EXERCISE REQUIREMENTS: Transcribe the listing precisely, entry by entry.

........

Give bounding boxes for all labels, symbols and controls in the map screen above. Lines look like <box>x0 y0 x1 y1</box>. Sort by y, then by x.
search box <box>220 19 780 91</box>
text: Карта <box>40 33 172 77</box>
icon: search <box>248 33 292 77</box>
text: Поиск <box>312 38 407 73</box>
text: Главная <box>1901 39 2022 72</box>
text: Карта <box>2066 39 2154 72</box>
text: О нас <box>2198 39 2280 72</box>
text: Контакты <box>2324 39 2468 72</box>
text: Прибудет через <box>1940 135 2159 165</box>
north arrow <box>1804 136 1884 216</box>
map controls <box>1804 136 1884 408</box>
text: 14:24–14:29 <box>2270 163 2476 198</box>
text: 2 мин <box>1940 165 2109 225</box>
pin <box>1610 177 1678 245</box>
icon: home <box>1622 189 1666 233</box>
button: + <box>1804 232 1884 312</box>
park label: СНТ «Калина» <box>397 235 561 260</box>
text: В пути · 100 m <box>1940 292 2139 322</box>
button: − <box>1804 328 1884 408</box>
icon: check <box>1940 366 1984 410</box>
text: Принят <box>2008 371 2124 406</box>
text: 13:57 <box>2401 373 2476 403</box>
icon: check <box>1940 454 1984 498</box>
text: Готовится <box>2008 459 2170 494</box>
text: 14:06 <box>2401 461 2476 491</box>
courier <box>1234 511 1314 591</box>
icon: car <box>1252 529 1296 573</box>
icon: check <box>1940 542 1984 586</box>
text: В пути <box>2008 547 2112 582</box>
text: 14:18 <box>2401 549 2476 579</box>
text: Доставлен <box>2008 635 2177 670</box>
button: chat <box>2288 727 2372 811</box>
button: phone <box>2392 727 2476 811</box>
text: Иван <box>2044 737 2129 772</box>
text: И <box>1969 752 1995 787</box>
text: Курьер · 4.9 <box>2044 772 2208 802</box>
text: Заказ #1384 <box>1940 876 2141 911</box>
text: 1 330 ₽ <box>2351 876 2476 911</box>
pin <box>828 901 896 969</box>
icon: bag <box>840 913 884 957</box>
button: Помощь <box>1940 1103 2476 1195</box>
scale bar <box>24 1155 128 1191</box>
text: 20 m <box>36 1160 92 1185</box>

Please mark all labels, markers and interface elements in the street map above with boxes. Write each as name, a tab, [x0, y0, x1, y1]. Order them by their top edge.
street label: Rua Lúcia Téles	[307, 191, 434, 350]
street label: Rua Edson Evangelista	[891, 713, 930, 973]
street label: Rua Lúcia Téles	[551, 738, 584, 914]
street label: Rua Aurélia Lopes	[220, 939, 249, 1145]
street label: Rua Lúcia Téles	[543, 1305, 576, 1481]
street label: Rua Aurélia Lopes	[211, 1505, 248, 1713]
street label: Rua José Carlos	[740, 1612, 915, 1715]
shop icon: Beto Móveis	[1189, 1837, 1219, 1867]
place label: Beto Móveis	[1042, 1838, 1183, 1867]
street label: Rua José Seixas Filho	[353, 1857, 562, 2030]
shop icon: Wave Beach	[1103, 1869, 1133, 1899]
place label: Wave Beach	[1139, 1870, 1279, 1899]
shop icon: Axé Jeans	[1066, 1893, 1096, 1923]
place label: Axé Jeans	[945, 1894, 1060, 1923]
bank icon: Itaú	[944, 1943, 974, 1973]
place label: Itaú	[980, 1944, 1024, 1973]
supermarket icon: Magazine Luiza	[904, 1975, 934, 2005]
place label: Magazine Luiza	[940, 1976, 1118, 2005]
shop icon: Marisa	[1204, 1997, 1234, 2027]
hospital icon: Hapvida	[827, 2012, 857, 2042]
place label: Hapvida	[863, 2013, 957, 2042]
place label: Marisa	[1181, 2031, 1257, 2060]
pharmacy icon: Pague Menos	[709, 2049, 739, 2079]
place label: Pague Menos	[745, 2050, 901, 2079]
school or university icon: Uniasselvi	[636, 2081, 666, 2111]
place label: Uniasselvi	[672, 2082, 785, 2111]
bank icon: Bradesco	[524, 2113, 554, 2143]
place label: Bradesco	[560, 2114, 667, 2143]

........

WORKED SOLUTION:
Give bounding boxes for all labels, symbols and controls in the map screen above. Lines look like <box>x0 y0 x1 y1</box>. Sort by y, then by x.
search box <box>220 19 780 91</box>
text: Карта <box>40 33 172 77</box>
icon: search <box>248 33 292 77</box>
text: Поиск <box>312 38 407 73</box>
text: Главная <box>1901 39 2022 72</box>
text: Карта <box>2066 39 2154 72</box>
text: О нас <box>2198 39 2280 72</box>
text: Контакты <box>2324 39 2468 72</box>
text: Прибудет через <box>1940 135 2159 165</box>
north arrow <box>1804 136 1884 216</box>
map controls <box>1804 136 1884 408</box>
text: 14:24–14:29 <box>2270 163 2476 198</box>
text: 2 мин <box>1940 165 2109 225</box>
pin <box>1610 177 1678 245</box>
icon: home <box>1622 189 1666 233</box>
button: + <box>1804 232 1884 312</box>
park label: СНТ «Калина» <box>397 235 561 260</box>
text: В пути · 100 m <box>1940 292 2139 322</box>
button: − <box>1804 328 1884 408</box>
icon: check <box>1940 366 1984 410</box>
text: Принят <box>2008 371 2124 406</box>
text: 13:57 <box>2401 373 2476 403</box>
icon: check <box>1940 454 1984 498</box>
text: Готовится <box>2008 459 2170 494</box>
text: 14:06 <box>2401 461 2476 491</box>
courier <box>1234 511 1314 591</box>
icon: car <box>1252 529 1296 573</box>
icon: check <box>1940 542 1984 586</box>
text: В пути <box>2008 547 2112 582</box>
text: 14:18 <box>2401 549 2476 579</box>
text: Доставлен <box>2008 635 2177 670</box>
button: chat <box>2288 727 2372 811</box>
button: phone <box>2392 727 2476 811</box>
text: Иван <box>2044 737 2129 772</box>
text: И <box>1969 752 1995 787</box>
text: Курьер · 4.9 <box>2044 772 2208 802</box>
text: Заказ #1384 <box>1940 876 2141 911</box>
text: 1 330 ₽ <box>2351 876 2476 911</box>
pin <box>828 901 896 969</box>
icon: bag <box>840 913 884 957</box>
button: Помощь <box>1940 1103 2476 1195</box>
scale bar <box>24 1155 128 1191</box>
text: 20 m <box>36 1160 92 1185</box>

Please mark all labels, markers and interface elements in the street map above with boxes. Write each as name, a tab, [x0, y0, x1, y1]. Order them by their top edge.
street label: Rua Lúcia Téles	[307, 191, 434, 350]
street label: Rua Edson Evangelista	[891, 713, 930, 973]
street label: Rua Lúcia Téles	[551, 738, 584, 914]
street label: Rua Aurélia Lopes	[220, 939, 249, 1145]
street label: Rua Lúcia Téles	[543, 1305, 576, 1481]
street label: Rua Aurélia Lopes	[211, 1505, 248, 1713]
street label: Rua José Carlos	[740, 1612, 915, 1715]
shop icon: Beto Móveis	[1189, 1837, 1219, 1867]
place label: Beto Móveis	[1042, 1838, 1183, 1867]
street label: Rua José Seixas Filho	[353, 1857, 562, 2030]
shop icon: Wave Beach	[1103, 1869, 1133, 1899]
place label: Wave Beach	[1139, 1870, 1279, 1899]
shop icon: Axé Jeans	[1066, 1893, 1096, 1923]
place label: Axé Jeans	[945, 1894, 1060, 1923]
bank icon: Itaú	[944, 1943, 974, 1973]
place label: Itaú	[980, 1944, 1024, 1973]
supermarket icon: Magazine Luiza	[904, 1975, 934, 2005]
place label: Magazine Luiza	[940, 1976, 1118, 2005]
shop icon: Marisa	[1204, 1997, 1234, 2027]
hospital icon: Hapvida	[827, 2012, 857, 2042]
place label: Hapvida	[863, 2013, 957, 2042]
place label: Marisa	[1181, 2031, 1257, 2060]
pharmacy icon: Pague Menos	[709, 2049, 739, 2079]
place label: Pague Menos	[745, 2050, 901, 2079]
school or university icon: Uniasselvi	[636, 2081, 666, 2111]
place label: Uniasselvi	[672, 2082, 785, 2111]
bank icon: Bradesco	[524, 2113, 554, 2143]
place label: Bradesco	[560, 2114, 667, 2143]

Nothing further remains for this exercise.